In tasca un nuovo contratto per la Columbia e tante attese che andranno
presto in fratumi (l’etichetta sarà persino capace di “perdere” un intero
baule di nastri, che soltanto anni dopo rivedranno la luce con il titolo
di Stages, l’album perduto di Andersen), Blue River porta
a compimento quel passaggio verso i sentimenti personali che l’apertura
di Is It Really Love at All riassume in modo magistrale.
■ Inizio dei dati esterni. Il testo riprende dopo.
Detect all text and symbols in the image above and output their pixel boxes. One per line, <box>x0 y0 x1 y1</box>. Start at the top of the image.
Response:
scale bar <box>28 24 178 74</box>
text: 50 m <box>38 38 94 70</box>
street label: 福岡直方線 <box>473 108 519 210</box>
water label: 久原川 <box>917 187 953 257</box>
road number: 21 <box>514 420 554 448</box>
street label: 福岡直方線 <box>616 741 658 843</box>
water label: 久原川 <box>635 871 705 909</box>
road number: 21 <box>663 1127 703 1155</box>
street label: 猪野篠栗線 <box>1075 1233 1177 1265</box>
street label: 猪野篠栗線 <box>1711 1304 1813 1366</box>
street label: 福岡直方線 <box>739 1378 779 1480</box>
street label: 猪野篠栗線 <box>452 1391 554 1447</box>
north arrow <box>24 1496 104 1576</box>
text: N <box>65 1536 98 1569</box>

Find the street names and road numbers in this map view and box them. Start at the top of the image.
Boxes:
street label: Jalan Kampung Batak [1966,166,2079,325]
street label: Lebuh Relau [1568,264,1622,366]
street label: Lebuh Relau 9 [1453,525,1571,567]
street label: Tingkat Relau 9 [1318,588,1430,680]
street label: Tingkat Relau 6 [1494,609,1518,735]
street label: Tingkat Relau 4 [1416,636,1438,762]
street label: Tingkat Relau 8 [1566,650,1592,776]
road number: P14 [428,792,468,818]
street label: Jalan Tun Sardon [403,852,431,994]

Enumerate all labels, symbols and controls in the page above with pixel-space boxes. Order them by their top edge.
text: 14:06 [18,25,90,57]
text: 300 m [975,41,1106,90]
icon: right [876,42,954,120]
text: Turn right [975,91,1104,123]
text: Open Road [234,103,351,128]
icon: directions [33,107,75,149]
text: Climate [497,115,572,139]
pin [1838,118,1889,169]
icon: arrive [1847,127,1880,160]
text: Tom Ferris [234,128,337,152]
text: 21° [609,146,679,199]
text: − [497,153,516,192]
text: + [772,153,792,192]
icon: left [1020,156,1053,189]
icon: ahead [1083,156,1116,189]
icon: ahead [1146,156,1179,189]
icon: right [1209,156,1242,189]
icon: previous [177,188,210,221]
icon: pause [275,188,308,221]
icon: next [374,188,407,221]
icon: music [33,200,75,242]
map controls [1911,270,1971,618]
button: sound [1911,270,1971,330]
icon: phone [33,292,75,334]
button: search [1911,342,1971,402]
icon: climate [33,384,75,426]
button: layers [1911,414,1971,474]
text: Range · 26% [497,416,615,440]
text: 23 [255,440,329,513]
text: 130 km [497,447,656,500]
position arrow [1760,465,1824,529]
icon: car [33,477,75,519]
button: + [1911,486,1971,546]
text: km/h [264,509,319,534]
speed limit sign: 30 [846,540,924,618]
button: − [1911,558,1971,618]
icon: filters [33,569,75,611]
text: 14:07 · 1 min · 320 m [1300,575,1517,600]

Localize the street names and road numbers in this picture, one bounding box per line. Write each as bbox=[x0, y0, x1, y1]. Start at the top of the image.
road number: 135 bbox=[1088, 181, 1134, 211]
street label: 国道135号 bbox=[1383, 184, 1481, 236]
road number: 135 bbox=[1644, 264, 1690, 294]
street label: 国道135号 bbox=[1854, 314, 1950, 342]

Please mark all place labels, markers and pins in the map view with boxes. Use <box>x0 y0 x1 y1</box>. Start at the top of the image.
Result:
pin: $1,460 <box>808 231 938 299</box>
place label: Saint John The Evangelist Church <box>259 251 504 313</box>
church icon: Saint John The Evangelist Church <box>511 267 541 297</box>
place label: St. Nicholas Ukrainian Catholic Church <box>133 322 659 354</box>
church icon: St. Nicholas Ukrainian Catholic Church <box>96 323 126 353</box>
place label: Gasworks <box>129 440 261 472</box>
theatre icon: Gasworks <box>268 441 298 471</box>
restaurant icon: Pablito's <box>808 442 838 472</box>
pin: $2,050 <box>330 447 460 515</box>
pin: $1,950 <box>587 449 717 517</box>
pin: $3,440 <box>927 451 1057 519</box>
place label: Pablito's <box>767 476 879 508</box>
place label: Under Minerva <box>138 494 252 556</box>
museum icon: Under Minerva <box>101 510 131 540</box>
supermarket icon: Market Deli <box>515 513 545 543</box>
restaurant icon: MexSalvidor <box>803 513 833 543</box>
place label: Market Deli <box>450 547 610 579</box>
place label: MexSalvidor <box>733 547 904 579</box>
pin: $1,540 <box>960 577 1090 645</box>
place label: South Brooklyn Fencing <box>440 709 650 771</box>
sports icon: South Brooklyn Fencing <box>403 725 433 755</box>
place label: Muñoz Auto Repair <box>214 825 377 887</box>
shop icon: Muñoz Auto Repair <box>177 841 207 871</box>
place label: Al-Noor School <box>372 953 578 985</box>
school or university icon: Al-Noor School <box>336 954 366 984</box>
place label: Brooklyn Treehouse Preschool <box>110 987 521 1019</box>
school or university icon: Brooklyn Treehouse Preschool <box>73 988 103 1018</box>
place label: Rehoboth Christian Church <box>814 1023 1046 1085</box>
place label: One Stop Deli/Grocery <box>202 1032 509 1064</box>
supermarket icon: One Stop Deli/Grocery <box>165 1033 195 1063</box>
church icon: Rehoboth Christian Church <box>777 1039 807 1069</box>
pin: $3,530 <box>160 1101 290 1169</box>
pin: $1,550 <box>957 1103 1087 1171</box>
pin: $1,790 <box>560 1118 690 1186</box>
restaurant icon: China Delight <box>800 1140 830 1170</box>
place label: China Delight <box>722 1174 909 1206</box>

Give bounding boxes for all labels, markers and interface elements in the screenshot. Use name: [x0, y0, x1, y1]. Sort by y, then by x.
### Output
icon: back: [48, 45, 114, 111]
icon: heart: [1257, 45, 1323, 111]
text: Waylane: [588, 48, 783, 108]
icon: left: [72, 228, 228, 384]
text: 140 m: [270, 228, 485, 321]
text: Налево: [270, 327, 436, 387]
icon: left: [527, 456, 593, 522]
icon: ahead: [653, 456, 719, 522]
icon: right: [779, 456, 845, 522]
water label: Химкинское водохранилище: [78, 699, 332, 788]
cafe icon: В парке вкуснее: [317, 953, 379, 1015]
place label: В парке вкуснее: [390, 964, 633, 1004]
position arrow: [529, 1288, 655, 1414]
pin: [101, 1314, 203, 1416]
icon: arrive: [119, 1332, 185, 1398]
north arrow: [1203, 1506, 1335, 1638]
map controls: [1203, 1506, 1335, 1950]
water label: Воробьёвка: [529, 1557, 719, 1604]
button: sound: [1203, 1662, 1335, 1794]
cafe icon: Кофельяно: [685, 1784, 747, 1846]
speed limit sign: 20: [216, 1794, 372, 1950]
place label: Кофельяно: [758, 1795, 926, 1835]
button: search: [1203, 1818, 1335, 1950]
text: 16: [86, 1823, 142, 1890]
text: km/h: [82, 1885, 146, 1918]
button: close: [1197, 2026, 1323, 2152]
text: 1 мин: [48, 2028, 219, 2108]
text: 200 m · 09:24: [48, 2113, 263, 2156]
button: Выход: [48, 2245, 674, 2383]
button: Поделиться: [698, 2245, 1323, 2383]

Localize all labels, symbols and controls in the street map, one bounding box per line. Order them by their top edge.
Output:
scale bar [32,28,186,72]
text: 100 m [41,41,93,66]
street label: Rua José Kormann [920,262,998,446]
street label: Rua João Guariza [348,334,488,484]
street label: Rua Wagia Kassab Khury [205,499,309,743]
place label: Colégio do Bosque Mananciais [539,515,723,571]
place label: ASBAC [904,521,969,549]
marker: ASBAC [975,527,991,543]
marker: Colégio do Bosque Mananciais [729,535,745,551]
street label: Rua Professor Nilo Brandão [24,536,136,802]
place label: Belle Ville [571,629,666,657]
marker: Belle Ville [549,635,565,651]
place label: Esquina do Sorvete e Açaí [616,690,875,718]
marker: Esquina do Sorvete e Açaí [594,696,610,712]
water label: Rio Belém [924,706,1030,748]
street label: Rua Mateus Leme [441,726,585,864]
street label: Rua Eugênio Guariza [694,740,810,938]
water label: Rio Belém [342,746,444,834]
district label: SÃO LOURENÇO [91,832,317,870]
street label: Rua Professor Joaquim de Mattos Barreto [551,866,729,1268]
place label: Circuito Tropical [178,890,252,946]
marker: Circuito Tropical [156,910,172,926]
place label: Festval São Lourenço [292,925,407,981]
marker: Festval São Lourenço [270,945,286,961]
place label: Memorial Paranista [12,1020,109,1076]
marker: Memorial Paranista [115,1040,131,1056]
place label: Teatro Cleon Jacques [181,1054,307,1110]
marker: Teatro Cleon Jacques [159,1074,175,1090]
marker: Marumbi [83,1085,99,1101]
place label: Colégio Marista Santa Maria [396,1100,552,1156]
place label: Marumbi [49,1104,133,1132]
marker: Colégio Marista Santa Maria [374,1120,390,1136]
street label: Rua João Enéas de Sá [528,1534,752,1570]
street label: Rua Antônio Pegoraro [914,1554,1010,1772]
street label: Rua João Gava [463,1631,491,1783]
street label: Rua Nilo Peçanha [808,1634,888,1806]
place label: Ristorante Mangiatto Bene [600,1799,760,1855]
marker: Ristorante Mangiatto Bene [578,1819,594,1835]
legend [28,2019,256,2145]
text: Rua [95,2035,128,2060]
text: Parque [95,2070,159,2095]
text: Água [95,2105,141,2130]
Le canzoni
di Eric Andersen conservano il linguaggio poetico e letterario
della scuola dei folksinger alla quale è stato allevato, ma l’intimità
delle confessioni è tutta figlia del suo tempo e si sviluppa attraverso
i racconti agrodolci di Wind and Sand, Faithful e della
stessa Blue River (Keep us safe from the deep and the dark
canta accorato Andersen, cercando un riparo dopo la tempesta e le sconfitte
del movimento), tra le sfuggenti figure femminili descritte in Florentine
e Sheila (brano dal tono western che si scurisce come una ballata
degna di Townes Van Zandt), nel tono languido e country di More Often
than Not e nel finale struggente di una Round the Bend che
si ammanta di un respiro gospel, cercando una spalla a cui sorreggersi,
che sia Gesù Cristo in persona o solamente un amico incontrato lungo
la strada.
Chitarre acustiche e pianoforte sono centrali nella composizione, lo
stile è gentile e contenuto, anche da parte di co-protagonisti di studio
del calibro di David Bromberg, David Briggs o Grady Martin, mentre la
voce di Andersen è una carezza che si approccia in maniera affabile,
chiedendoci forse di condividere il suo vagabondare umano, quel tumulto
di esperienze, amori, fallimenti e illusioni che gli anni Sessanta avevano
impresso su di lui come cicatrici dell’anima.